MANUELA MARZIANI
Cronaca

Pavia, famiglia sfrattata e respinta: “Pianteremo una tenda sotto il Comune”

Il proprietario dell’appartamento vende, genitori e due bambini non riescono a trovare un altro alloggio: guadagniamo troppo per una casa popolare e troppo poco per permetterci un affitto

I genitori indicano i disegni che i loro figli hanno fatto in questi mesi

I genitori indicano i disegni che i loro figli hanno fatto in questi mesi

Pavia – “Caro Babbo Natale, quest’anno non voglio regali per me, portami una casa”. La casa, possibilmente con una cameretta come hanno tutti i compagni di scuola, ricorre in tutti i disegni che un bambino di 7 anni e la sua sorellina realizzano e che fino a pochi mesi fa appendevano su un muro della sala.

Ora quei lavori sono stati ritirati da mamma Samira (il nome è di fantasia per proteggere i bambini che frequentano le scuole pavesi) perché la famiglia si sta preparando a lasciare l’alloggio nel quale vive. “Abbiamo lo sfratto - racconta la donna di 39 anni, cittadina italiana di origine tunisina -, il 23 dovremo uscire. Il proprietario ci è venuto incontro in ogni modo, ma vuole vendere il bilocale in cui viviamo e dobbiamo trovarci un’altra sistemazione”. Ed è quello il problema.

Da anni la famiglia sta chiedendo a tutti i conoscenti e sta bussando a qualunque porta, senza ottenere alcun risultato. “Molti proprietari non intendono affittare alle famiglie, preferiscono gli studenti - aggiunge Samira -, altri non vogliono bambini, ma soltanto coppie e altri ancora chiedono pigioni troppo alte.
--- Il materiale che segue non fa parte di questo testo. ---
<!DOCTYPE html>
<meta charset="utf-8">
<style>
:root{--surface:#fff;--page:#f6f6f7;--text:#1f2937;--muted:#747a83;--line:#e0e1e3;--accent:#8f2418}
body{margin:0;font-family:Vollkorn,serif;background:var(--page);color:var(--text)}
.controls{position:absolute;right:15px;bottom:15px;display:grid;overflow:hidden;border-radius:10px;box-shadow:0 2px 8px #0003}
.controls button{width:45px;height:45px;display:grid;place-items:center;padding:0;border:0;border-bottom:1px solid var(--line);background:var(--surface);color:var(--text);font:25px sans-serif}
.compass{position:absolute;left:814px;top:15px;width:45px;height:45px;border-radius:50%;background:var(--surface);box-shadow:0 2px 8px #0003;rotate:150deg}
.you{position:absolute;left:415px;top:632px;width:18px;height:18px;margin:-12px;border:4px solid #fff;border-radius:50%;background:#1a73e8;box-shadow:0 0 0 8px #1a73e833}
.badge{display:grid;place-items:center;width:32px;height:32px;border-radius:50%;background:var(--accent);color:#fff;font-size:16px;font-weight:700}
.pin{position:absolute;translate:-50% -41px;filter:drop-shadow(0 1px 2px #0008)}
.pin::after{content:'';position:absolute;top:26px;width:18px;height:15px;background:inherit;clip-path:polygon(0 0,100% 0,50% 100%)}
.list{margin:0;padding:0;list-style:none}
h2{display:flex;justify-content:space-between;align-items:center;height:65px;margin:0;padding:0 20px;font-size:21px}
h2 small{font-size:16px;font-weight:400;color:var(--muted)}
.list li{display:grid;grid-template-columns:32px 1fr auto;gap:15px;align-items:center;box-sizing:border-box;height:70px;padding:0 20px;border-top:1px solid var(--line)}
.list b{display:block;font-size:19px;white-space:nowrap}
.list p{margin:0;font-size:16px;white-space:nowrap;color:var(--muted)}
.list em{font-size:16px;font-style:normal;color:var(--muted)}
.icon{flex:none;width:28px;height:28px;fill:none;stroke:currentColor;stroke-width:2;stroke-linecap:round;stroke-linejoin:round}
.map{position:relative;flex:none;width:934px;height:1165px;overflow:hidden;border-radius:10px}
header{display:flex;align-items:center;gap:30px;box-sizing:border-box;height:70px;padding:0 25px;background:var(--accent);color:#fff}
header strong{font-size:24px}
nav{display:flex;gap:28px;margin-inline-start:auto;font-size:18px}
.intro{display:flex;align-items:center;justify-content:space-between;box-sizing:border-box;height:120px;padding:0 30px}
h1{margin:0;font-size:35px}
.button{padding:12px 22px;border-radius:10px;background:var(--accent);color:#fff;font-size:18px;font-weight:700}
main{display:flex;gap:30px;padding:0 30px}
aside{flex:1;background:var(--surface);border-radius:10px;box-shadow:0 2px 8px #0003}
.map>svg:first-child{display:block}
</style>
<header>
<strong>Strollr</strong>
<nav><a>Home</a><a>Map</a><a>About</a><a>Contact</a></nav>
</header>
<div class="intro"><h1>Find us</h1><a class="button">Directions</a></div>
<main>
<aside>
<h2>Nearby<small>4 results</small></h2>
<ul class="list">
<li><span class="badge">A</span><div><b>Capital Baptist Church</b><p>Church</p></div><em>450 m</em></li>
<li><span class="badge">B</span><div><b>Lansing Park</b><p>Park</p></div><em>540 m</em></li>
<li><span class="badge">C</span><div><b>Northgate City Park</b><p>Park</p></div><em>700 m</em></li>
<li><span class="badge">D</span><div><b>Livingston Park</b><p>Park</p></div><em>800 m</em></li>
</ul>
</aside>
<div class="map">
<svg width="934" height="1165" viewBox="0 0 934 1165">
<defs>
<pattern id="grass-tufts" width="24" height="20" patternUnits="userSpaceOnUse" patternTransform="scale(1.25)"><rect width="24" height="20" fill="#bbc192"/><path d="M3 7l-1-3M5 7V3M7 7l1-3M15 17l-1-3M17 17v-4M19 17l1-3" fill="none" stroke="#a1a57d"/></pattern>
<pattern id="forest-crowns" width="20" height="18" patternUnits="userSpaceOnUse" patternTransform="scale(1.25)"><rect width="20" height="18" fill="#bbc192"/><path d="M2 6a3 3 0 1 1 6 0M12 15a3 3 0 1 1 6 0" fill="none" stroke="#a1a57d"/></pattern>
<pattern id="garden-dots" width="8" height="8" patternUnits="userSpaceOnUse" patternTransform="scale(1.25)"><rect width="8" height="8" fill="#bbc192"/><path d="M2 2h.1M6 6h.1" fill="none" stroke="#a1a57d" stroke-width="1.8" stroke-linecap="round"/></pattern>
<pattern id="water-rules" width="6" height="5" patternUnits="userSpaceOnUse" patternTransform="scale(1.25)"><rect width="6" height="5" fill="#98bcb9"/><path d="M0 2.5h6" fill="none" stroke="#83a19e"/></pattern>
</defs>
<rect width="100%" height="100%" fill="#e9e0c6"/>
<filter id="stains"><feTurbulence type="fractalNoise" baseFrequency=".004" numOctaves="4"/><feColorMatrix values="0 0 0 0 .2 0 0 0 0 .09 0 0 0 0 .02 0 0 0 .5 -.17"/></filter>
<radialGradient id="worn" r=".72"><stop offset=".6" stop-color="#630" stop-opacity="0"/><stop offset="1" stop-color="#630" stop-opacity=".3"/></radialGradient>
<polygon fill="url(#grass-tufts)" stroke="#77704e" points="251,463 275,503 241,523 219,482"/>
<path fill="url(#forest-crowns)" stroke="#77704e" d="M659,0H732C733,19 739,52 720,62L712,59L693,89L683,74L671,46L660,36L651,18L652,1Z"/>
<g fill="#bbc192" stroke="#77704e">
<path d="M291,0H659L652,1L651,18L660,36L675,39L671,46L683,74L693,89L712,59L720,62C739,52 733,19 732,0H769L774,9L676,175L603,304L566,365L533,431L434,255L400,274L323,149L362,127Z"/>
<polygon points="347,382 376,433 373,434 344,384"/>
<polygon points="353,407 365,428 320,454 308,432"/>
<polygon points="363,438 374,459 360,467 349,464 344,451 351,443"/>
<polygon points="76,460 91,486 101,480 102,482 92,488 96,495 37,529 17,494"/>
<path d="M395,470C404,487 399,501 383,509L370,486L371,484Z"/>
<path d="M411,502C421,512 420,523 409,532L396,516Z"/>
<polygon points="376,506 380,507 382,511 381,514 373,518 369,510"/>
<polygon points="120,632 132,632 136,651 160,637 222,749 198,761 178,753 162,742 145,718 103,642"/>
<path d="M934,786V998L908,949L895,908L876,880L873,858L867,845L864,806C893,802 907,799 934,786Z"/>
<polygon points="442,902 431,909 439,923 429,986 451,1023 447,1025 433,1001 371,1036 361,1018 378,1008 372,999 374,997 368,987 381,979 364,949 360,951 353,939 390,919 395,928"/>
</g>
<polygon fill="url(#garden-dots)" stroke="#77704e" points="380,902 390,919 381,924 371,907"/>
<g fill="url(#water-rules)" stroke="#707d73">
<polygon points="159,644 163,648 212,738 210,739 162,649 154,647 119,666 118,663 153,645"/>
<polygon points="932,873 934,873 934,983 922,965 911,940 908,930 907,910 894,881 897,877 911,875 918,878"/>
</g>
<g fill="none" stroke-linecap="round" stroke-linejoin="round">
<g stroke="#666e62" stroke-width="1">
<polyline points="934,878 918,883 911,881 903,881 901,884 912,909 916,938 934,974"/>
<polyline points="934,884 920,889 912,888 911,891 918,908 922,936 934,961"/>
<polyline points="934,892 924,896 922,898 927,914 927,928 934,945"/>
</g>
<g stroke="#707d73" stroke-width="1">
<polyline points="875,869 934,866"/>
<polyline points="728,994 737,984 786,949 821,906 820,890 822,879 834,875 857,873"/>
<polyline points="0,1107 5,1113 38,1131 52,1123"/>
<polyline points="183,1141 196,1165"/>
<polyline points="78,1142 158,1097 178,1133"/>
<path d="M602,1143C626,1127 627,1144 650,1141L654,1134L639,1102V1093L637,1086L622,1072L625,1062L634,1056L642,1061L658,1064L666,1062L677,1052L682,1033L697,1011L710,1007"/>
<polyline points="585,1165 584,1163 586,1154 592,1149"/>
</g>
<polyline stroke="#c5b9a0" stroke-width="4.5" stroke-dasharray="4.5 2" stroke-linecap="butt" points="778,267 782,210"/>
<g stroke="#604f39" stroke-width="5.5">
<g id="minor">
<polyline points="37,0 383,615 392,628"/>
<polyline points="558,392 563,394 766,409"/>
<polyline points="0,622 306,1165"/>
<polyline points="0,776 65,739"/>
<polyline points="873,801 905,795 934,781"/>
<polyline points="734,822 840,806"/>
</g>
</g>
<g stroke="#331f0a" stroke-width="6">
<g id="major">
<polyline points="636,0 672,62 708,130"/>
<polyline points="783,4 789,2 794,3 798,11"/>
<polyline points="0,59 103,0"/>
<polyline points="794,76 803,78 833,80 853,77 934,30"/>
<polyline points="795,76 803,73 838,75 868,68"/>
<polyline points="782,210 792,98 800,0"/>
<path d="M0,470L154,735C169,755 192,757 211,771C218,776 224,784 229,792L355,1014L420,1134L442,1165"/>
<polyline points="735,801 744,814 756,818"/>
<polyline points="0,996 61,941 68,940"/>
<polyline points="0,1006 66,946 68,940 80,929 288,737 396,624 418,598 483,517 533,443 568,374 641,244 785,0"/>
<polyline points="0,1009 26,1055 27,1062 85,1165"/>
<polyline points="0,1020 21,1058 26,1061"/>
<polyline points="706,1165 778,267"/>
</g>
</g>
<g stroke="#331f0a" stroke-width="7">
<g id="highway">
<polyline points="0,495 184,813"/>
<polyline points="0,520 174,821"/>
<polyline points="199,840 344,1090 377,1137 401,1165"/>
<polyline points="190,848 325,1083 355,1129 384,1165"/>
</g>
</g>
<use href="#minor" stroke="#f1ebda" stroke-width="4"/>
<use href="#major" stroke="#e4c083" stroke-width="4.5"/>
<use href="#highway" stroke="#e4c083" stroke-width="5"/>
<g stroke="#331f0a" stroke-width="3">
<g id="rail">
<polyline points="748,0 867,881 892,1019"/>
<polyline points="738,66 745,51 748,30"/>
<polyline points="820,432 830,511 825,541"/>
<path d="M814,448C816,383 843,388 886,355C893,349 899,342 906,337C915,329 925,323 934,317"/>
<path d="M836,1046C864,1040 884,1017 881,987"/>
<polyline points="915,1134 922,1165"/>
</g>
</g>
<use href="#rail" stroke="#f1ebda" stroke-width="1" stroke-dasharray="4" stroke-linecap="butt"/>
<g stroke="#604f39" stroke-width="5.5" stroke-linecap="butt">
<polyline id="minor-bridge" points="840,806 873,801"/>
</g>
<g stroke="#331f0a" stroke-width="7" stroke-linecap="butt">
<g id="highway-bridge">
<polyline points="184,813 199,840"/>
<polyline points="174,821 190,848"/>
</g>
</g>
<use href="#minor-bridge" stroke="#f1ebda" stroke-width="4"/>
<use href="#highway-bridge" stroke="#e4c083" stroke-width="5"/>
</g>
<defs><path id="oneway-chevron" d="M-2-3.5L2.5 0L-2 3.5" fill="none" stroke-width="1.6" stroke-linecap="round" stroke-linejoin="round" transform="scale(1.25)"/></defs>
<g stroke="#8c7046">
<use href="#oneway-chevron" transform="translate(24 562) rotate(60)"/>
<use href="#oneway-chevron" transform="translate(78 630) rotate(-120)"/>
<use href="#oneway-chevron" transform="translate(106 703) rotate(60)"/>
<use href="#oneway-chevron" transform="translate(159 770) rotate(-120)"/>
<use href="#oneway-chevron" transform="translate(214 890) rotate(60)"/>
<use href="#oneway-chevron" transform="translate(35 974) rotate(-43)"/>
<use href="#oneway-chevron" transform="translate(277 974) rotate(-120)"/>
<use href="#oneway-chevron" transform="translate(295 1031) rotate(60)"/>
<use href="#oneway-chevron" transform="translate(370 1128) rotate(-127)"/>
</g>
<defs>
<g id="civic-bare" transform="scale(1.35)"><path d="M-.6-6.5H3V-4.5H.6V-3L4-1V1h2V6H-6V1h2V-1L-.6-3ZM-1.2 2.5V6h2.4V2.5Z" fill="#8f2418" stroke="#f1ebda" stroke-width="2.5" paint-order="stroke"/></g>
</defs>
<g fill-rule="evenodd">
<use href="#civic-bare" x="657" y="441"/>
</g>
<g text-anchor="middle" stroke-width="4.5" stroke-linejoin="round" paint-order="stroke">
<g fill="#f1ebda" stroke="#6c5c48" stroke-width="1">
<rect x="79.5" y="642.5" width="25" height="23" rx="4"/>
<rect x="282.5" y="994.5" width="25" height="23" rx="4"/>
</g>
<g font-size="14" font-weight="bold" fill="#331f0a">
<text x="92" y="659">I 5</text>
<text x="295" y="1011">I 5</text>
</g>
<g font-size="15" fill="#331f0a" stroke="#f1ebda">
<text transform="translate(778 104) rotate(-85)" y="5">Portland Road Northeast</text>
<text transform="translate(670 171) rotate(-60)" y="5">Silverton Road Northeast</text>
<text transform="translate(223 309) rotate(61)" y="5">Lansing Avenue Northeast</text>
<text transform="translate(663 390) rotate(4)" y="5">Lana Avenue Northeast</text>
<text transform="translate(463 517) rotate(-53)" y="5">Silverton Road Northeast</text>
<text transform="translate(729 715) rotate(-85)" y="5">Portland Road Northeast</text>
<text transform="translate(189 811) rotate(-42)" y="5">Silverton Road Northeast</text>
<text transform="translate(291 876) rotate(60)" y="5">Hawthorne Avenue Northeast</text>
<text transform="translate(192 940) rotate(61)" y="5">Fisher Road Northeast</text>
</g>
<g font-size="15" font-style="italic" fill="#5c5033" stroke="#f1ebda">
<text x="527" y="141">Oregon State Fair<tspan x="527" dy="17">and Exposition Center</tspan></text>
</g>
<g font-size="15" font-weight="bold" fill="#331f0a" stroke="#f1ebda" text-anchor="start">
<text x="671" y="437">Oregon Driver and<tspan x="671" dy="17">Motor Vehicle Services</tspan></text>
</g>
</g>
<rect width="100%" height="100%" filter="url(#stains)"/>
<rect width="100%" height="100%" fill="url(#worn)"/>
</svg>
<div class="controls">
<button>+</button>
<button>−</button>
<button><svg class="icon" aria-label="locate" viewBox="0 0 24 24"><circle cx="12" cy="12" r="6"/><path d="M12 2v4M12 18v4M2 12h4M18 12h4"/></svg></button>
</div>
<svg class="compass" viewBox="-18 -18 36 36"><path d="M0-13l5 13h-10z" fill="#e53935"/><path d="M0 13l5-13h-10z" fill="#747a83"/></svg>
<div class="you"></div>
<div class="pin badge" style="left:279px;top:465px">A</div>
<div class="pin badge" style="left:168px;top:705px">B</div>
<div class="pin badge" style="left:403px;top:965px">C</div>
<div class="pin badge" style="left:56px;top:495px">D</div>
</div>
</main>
Per ottenere un appartamento è richiesto un reddito mensile di 2.500 euro. Noi non li raggiungiamo, mio marito ha un contratto part-time a tempo determinato nel settore delle sicurezza, per questo non si vuole trasferire e io lavoro a chiamata. Ho problemi di salute e non ho nessuno a cui affidare i bambini, quindi posso accettare occupazioni solo negli orari in cui loro sono a scuola”.

La famiglia intende pagare un affitto, ma può permettersi un canone mensile di 500 euro al massimo. “Siamo persone serie - sottolinea la donna -, non vogliamo impegnarci per cifre superiori, con la consapevolezza che potremmo pagare soltanto il primo mese. Siamo anche disposti a far prelevare la somma direttamente dallo stipendio, però tanti locatori quando sentono che siamo stranieri disdicono gli appuntamenti e l’appartamento non è più disponibile. Anche noi vorremmo una casa per proteggere i nostri figli e una sistemazione dignitosa”.

In lista d’attesa per un alloggio Erp, la famiglia non si trova nelle prime posizioni perché il marito ha un regolare contratto di lavoro: “Guadagno troppo poco per permettermi un affitto e troppo per avere una casa popolare. Il Comune ci ha offerto un contributo, ma quando i proprietari sentono che abbiamo questa possibilità, si chiudono ulteriormente perché siamo poveri. In alternativa palazzo Mezzabarba potrebbe metterci a disposizione una camera d’albergo per qualche giorno. E poi? Alcuni mobili sono nostri, dovremmo metterli in un deposito da pagare oltre al trasloco. Dal 24 pianteremo una tenda sotto il Comune e faremo lo sciopero della fame. Non è colpa nostra se non siamo accettati in questa bella città ricca di storia e cultura”.